Selon des sources hospitalières, les violences ont fait maintenant trois morts et plus de 480 blessés dont 90 policiers, une centaine de femmes et une dizaine d'enfants.

L'armée en renfort?

Dans un pays à l'histoire jalonnée de coups d'État, plusieurs analystes soupçonnent les opposants Khan et Qadri d'être téléguidés par les militaires afin d'affaiblir M. Sharif, voire de provoquer un chaos qui forcerait une intervention musclée de l'armée.

D'ailleurs, dimanche soir, le chef de l'armée, Raheel Sharif, qui n'a aucun lien de parenté direct avec le premier ministre Nawaz Sharif, avait réuni son état-major afin de discuter de cette crise politique.

Selon ces analystes, l'armée reproche à Nawaz Sharif d'avoir trop attendu avant de déclencher, en juin, une opération militaire contre les fiefs talibans dans le Waziristan du Nord, sa tentative de rapprochement avec l'Inde rivale et le procès pour «haute trahison» intenté au général Pervez Musharraf, une première dans l'histoire du Pakistan.
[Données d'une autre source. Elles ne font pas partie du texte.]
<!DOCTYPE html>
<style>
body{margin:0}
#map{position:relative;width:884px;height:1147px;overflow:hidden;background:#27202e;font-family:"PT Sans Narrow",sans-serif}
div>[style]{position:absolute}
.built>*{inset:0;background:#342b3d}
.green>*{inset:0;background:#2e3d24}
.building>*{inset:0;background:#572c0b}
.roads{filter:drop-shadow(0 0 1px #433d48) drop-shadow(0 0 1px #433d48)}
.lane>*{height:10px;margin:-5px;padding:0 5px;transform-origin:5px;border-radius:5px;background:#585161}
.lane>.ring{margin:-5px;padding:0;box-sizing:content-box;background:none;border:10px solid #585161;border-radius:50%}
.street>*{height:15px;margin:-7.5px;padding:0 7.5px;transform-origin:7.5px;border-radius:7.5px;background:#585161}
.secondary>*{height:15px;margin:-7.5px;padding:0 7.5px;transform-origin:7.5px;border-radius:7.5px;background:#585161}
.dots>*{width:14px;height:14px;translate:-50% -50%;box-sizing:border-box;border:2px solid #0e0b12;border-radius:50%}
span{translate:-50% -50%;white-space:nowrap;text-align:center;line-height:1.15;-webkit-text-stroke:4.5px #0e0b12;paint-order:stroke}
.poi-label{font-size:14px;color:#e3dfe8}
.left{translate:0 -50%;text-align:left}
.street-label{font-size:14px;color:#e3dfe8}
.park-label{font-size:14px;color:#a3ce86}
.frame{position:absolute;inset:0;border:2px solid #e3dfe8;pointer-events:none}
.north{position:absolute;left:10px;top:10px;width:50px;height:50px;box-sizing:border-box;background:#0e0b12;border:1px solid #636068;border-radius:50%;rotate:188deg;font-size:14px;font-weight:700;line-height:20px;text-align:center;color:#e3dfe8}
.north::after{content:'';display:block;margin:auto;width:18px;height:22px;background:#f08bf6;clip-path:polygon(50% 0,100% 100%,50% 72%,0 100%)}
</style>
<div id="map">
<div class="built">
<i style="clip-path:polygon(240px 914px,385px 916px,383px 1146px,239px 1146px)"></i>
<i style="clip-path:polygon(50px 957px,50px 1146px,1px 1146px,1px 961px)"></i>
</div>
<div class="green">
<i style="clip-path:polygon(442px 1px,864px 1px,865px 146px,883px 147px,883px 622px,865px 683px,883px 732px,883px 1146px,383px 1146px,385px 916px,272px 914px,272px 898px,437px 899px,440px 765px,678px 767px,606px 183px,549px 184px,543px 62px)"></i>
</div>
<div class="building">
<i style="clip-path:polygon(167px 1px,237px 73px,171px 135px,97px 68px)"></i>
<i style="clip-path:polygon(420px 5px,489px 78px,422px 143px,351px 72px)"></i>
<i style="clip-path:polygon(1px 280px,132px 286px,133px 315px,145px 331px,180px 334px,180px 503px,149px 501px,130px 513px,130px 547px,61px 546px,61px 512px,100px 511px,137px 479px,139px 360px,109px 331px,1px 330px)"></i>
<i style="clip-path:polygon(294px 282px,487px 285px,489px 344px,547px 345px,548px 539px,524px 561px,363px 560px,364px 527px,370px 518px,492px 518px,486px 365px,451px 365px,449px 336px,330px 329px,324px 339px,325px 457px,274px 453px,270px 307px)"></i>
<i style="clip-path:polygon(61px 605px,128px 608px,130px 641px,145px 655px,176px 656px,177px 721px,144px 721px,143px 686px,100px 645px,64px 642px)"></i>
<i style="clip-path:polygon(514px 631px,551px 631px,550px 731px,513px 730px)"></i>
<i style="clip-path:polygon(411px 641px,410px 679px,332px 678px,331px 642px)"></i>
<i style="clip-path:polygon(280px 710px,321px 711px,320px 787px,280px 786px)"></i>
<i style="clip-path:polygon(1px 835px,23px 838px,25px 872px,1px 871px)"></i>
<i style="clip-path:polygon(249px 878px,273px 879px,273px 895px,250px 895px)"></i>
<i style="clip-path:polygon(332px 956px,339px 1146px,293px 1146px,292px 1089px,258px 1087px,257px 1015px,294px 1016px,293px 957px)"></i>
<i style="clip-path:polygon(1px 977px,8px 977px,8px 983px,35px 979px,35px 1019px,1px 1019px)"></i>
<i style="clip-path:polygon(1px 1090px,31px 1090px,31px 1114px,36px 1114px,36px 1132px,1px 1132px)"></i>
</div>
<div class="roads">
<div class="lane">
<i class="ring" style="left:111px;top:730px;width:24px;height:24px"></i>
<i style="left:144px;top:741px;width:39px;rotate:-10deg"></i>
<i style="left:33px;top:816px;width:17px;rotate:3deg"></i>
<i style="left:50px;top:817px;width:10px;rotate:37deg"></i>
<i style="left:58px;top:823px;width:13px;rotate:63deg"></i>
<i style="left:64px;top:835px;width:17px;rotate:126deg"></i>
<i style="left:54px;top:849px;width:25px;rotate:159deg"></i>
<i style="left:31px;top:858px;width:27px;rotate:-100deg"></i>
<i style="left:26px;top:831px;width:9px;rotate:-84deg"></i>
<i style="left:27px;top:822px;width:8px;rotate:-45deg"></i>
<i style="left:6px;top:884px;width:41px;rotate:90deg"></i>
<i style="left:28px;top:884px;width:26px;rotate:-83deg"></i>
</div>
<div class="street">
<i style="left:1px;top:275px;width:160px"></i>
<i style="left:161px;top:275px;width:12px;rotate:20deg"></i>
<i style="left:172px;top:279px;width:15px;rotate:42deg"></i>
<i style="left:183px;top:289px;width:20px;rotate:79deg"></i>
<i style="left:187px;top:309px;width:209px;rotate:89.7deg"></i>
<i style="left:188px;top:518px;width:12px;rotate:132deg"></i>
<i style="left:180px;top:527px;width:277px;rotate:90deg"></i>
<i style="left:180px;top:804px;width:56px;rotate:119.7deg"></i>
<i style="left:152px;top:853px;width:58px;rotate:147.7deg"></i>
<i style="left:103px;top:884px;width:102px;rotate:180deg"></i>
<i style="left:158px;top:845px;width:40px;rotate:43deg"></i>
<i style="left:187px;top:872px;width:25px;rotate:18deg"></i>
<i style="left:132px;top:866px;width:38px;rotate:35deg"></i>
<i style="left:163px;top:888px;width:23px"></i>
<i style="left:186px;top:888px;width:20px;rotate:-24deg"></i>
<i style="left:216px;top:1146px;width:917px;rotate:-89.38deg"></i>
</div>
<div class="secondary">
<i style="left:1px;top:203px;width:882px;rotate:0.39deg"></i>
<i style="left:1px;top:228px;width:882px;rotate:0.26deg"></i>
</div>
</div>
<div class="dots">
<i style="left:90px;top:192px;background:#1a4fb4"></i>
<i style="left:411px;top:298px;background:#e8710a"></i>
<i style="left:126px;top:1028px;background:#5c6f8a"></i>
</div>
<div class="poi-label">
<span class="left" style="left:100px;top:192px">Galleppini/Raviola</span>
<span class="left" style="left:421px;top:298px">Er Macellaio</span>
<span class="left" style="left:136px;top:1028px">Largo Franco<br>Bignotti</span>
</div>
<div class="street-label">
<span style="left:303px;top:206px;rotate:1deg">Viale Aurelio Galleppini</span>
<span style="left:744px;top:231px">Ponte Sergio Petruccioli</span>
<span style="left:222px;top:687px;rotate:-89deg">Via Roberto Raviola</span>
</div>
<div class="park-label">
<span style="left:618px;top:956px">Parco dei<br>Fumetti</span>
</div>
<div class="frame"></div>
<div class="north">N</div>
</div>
De leur côté, MM. Khan et Qadri accusent Nawaz Sharif d'avoir bénéficié de fraudes massives lors des législatives de mai 2013 ayant porté sa Ligue musulmane (PML-N) à la tête d'un gouvernement majoritaire.

Certains de leurs fidèles imploraient dimanche l'armée d'intervenir en leur faveur afin de chasser du pouvoir Nawaz Sharif qui bénéficie toutefois d'un fort appui de l'opinion publique, en grande partie sceptique face à la démarche des opposants Qadri et Khan.

Même un cadre du parti d'Imran Khan, Javed Hashmi, a dénoncé ses méthodes affirmant qu'il n'y avait à présent «qu'un pas séparant (les manifestants) de la loi martiale».

«Les violences ne cesseront pas tant que le premier ministre n'aura pas démissionné ou que l'armée ne sera pas intervenue», estime l'analyste Mosharraf Zaidi. À moins bien sûr que la contestation ne s'essouffle, dit-il.